In his excerpt, one of the only facts Gore uses is a statistic about how much television Americans watch, and blames television for the decline in national discourse, but ignores the fact that TV watching is in fact declining in America. And he goes with a wildly incorrect calculation that Americans devote 3/4 of their free time watching television.
He also cites as an example of Bush's perfidy, that 50% of Americans still think Sadaam Hussein helped perpetrate 9/11. He does not cite the survey that finds nearly as many Democrats who believe that George Bush perpetrated 9/11 (one of many such surveys is here). Yes, people are egregiously uninformed, but it is not just Bush who is responsible.
Gore cites the Bush administration's lies about climate change, and yet as someone who had to approve nearly everything the administration said about climate change in the past year, I would disagree. And the inconvenient truth is that even the New York Times reports that Gore's much lauded film includes many factual errors and false innuendo, but that story has been largely ignored.
Gore somehow thinks democratic discourse was better 200 years ago, when non-whites, women, non-property owners, those under 21, who were too poor to pay the poll tax, or pass certain exams, or were deemed unworthy by voting officials, (that is the vast majority of the population) were all denied the right to vote.

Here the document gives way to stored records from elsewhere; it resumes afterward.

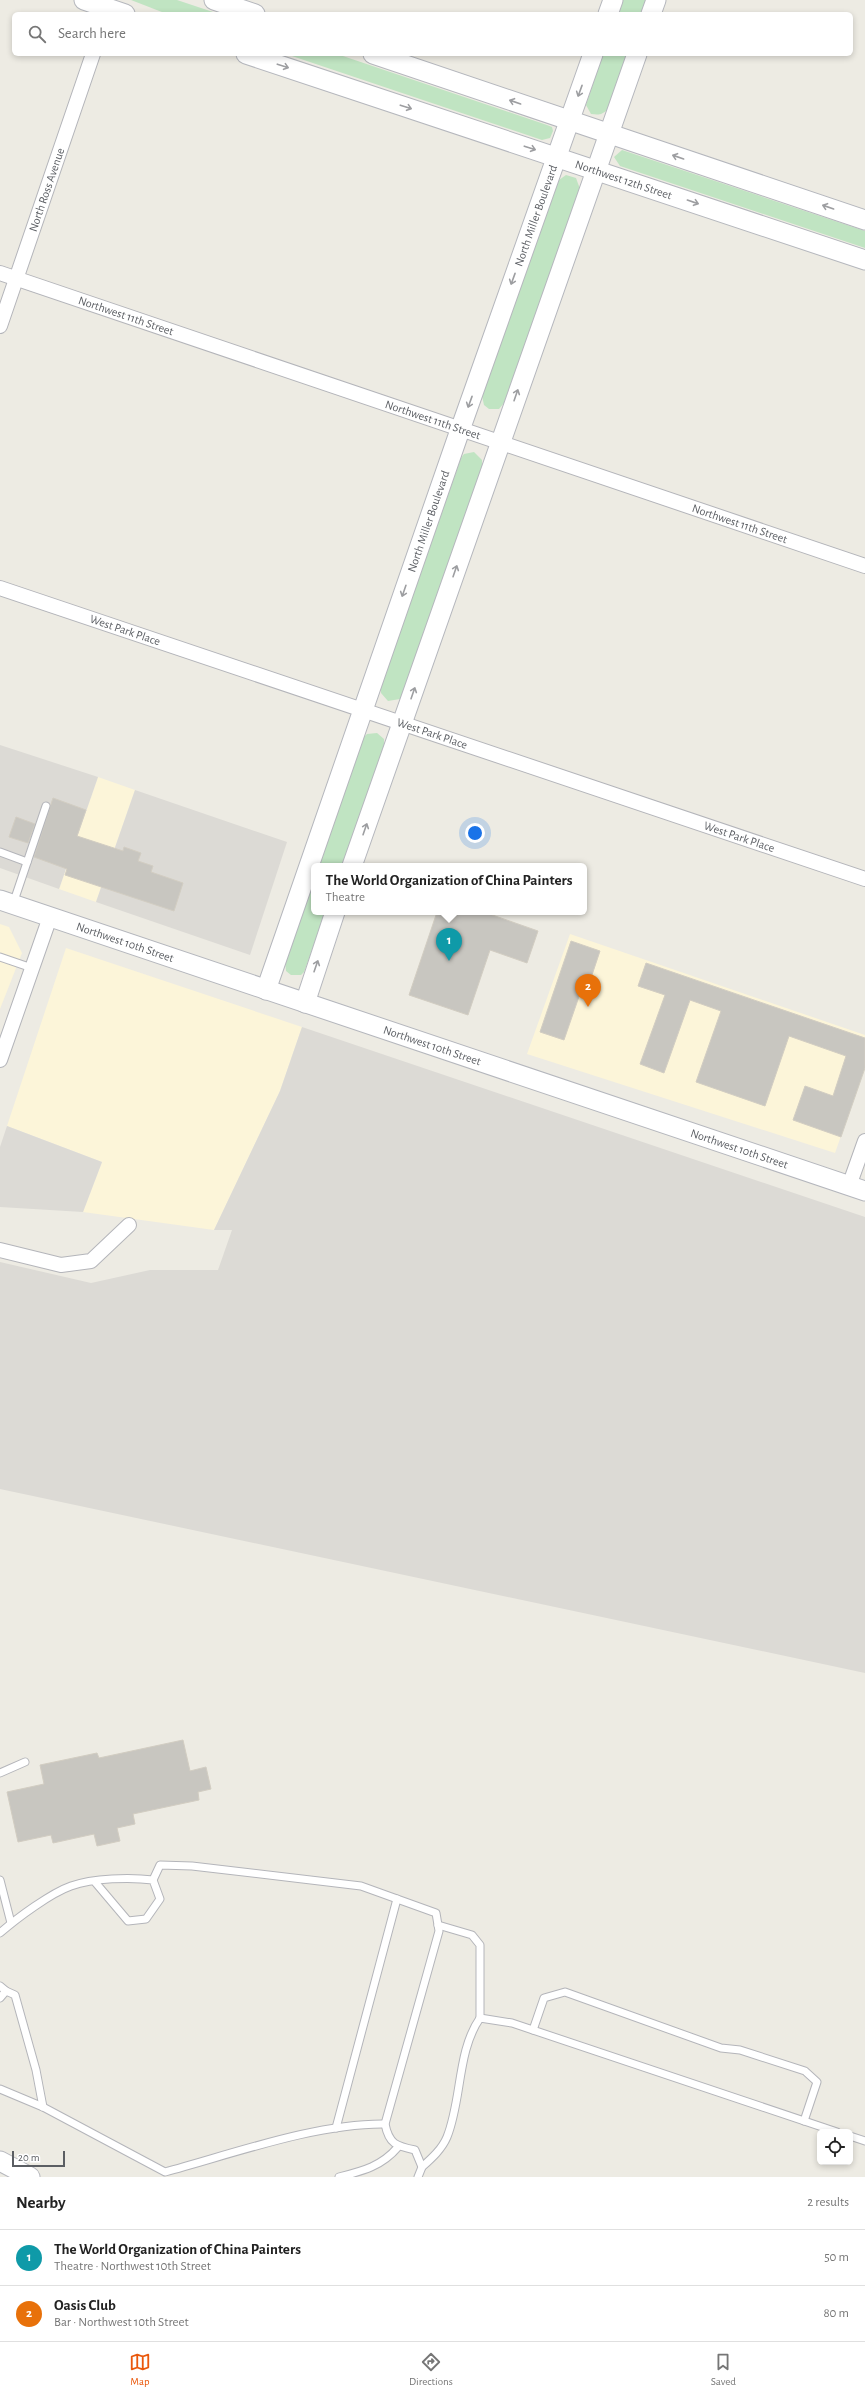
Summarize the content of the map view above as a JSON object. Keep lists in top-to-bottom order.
{
  "streets": {
    "street": [
      "Northwest 12th Street",
      "North Ross Avenue",
      "North Miller Boulevard",
      "Northwest 11th Street",
      "West Park Place",
      "Northwest 10th Street"
    ]
  },
  "crossings": [
    ["Northwest 12th Street", "North Miller Boulevard"],
    ["North Ross Avenue", "Northwest 11th Street"],
    ["North Miller Boulevard", "Northwest 11th Street"],
    ["North Miller Boulevard", "West Park Place"],
    ["North Miller Boulevard", "Northwest 10th Street"]
  ],
  "scale_bar": "20 m",
  "page": {
    "search": "Search here",
    "popup": ["The World Organization of China Painters", "Theatre"],
    "pins": ["1", "2"],
    "scale": "20 m",
    "heading": ["Nearby", "2 results"],
    "list": [
      {
        "mark": "1",
        "name": "The World Organization of China Painters",
        "note": "Theatre · Northwest 10th Street",
        "value": "50 m"
      },
      {
        "mark": "2",
        "name": "Oasis Club",
        "note": "Bar · Northwest 10th Street",
        "value": "80 m"
      }
    ],
    "nav": ["Map", "Directions", "Saved"]
  }
}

He paints some golden ideal of American democracy in years past, but doesn't seem to offer much evidence for this in interviews anyway, and is never challenged on this point, though many historians have pointed out that civil liberties are commonly withdrawn during war time (think Lincoln and habeas corpus, FDR and Japanese interment) and that sex scandals have driven politics since Alexander Hamilton was slandered, and wars have been started over false pretense (Remember the Maine! or the Lusitania) since the beginning. Heck, even the Revolutionary War was started in part because of the Stamp Act, even though they actually were taxed less than most British citizens, and the tea that was dumped during the Boston Tea Party would have been cheaper (even with the tax) than what they were already paying.
Anyway, on the whole, Gore probably isn't any worse in this regard than most other politicians, it just irks me when he clothes himself in self-righteousness, writes a book to that effect, and manages to slip it by completely unchallenged.